### Problem requirements:
Scan the material below for "names", then return each line that contains it.

++++ Source records

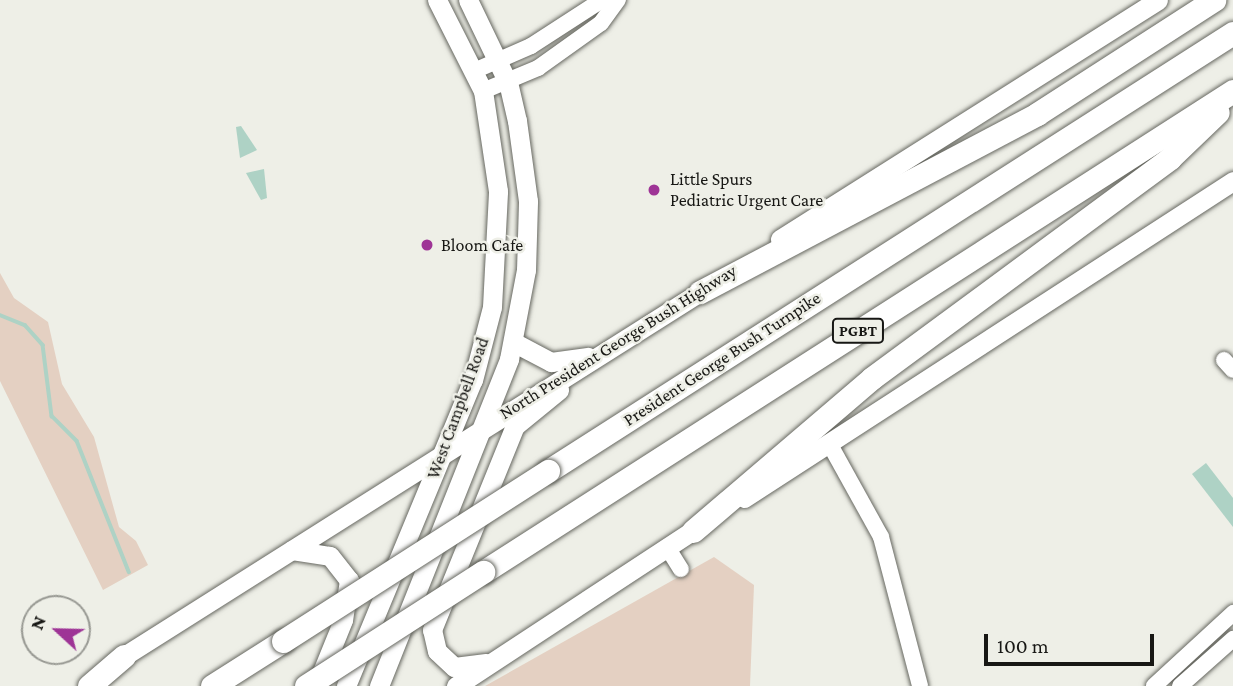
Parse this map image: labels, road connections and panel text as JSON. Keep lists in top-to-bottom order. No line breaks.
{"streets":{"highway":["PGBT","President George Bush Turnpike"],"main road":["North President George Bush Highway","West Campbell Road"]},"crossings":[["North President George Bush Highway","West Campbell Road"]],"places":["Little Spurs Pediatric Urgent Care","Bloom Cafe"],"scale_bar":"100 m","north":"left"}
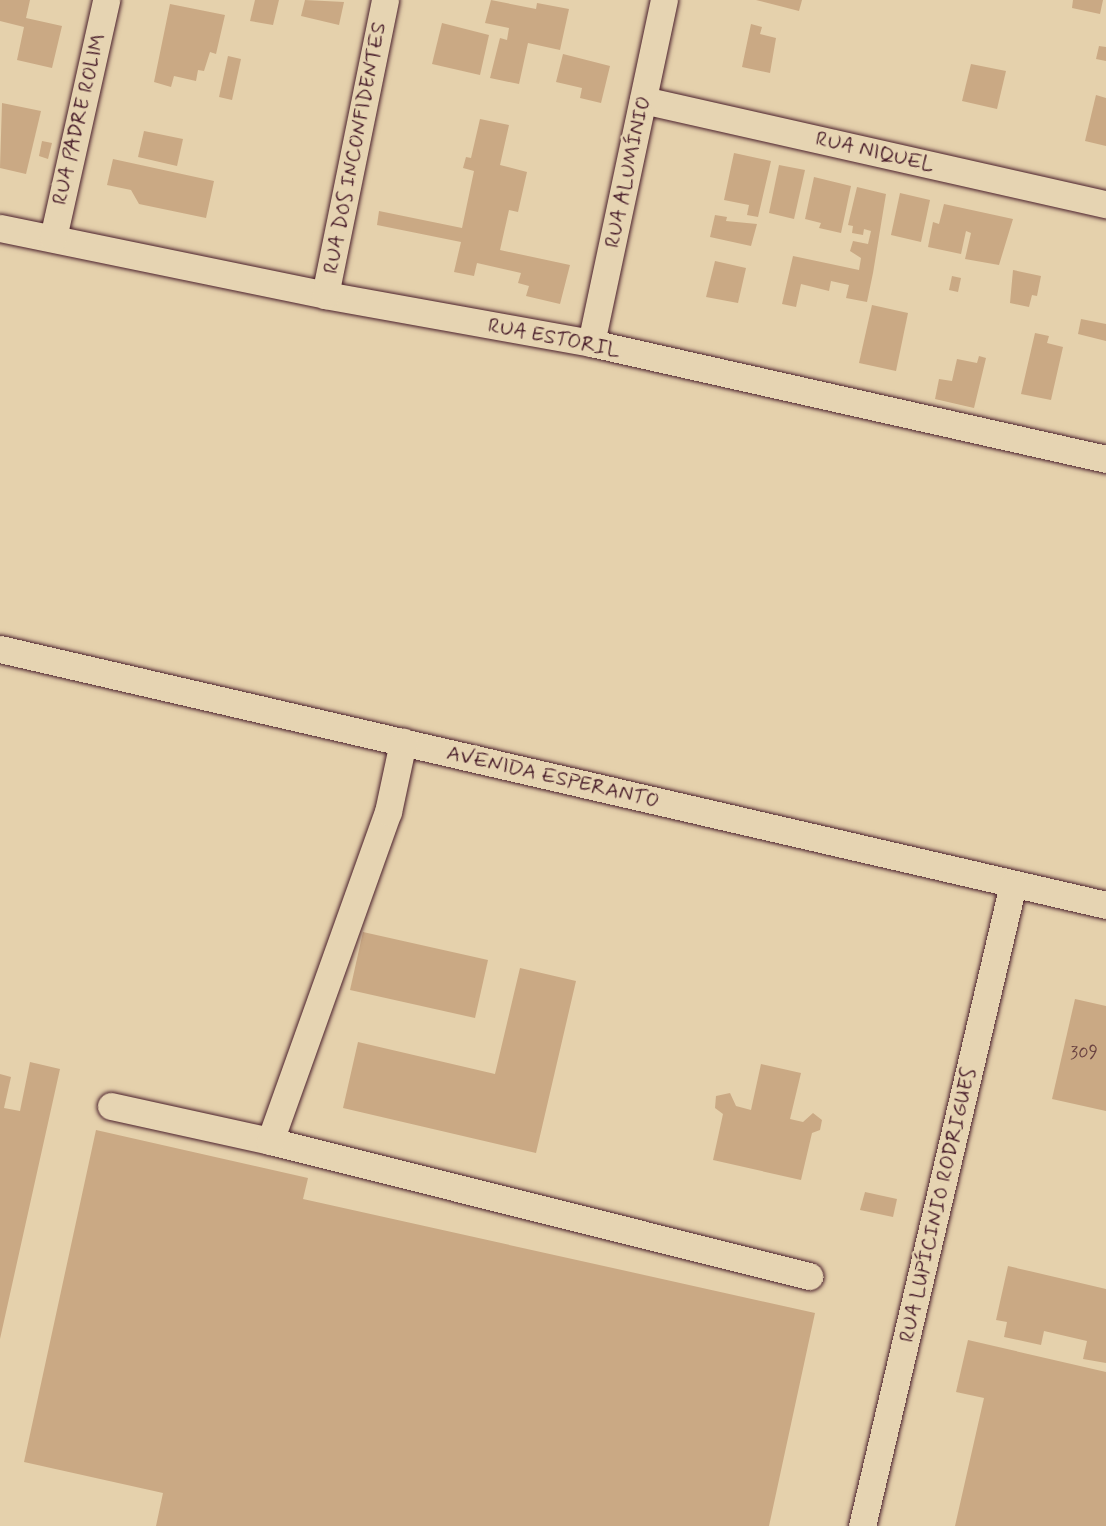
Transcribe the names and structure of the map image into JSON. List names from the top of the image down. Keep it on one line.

++++++++
++++ Source records

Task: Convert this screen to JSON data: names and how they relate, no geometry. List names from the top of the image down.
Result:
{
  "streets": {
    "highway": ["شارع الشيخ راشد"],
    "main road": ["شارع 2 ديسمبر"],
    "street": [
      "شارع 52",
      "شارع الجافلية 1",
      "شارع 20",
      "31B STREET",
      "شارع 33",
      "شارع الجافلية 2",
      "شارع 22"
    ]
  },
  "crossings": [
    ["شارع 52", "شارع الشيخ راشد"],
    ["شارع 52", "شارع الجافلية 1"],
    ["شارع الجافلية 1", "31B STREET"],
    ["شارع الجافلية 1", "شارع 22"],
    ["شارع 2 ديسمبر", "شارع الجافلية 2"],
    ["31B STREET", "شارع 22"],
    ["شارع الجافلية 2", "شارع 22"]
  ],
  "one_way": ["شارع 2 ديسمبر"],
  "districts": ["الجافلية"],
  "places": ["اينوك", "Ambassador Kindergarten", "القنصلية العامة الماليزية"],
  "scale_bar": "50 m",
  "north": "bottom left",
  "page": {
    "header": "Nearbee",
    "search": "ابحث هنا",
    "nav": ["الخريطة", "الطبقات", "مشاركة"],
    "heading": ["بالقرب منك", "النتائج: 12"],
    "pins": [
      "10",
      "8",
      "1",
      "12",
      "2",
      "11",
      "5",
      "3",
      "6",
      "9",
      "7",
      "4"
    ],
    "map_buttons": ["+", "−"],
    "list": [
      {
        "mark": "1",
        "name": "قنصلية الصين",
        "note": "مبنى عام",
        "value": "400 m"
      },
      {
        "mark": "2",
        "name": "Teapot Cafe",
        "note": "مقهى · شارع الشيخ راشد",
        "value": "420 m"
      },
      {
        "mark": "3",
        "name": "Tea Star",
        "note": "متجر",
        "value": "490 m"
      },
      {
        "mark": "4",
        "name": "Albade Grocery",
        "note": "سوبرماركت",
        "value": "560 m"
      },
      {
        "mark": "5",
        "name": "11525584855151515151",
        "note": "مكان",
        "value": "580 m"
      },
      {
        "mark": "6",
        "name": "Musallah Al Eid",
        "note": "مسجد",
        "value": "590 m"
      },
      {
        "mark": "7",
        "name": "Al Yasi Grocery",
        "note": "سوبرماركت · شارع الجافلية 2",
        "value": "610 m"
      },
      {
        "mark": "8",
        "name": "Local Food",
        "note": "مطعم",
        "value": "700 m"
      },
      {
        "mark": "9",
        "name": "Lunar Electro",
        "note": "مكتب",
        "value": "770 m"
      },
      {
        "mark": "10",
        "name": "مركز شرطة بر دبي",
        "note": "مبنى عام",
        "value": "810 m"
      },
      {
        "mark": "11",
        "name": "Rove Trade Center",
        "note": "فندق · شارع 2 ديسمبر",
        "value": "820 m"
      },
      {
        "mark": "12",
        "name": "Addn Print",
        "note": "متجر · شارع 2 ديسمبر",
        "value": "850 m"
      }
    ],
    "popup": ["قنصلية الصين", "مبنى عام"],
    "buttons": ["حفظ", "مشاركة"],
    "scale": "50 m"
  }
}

++++++++

### Exercise solution:
Transcribe the names and structure of the map image into JSON. List names from the top of the image down. Keep it on one line.
Task: Convert this screen to JSON data: names and how they relate, no geometry. List names from the top of the image down.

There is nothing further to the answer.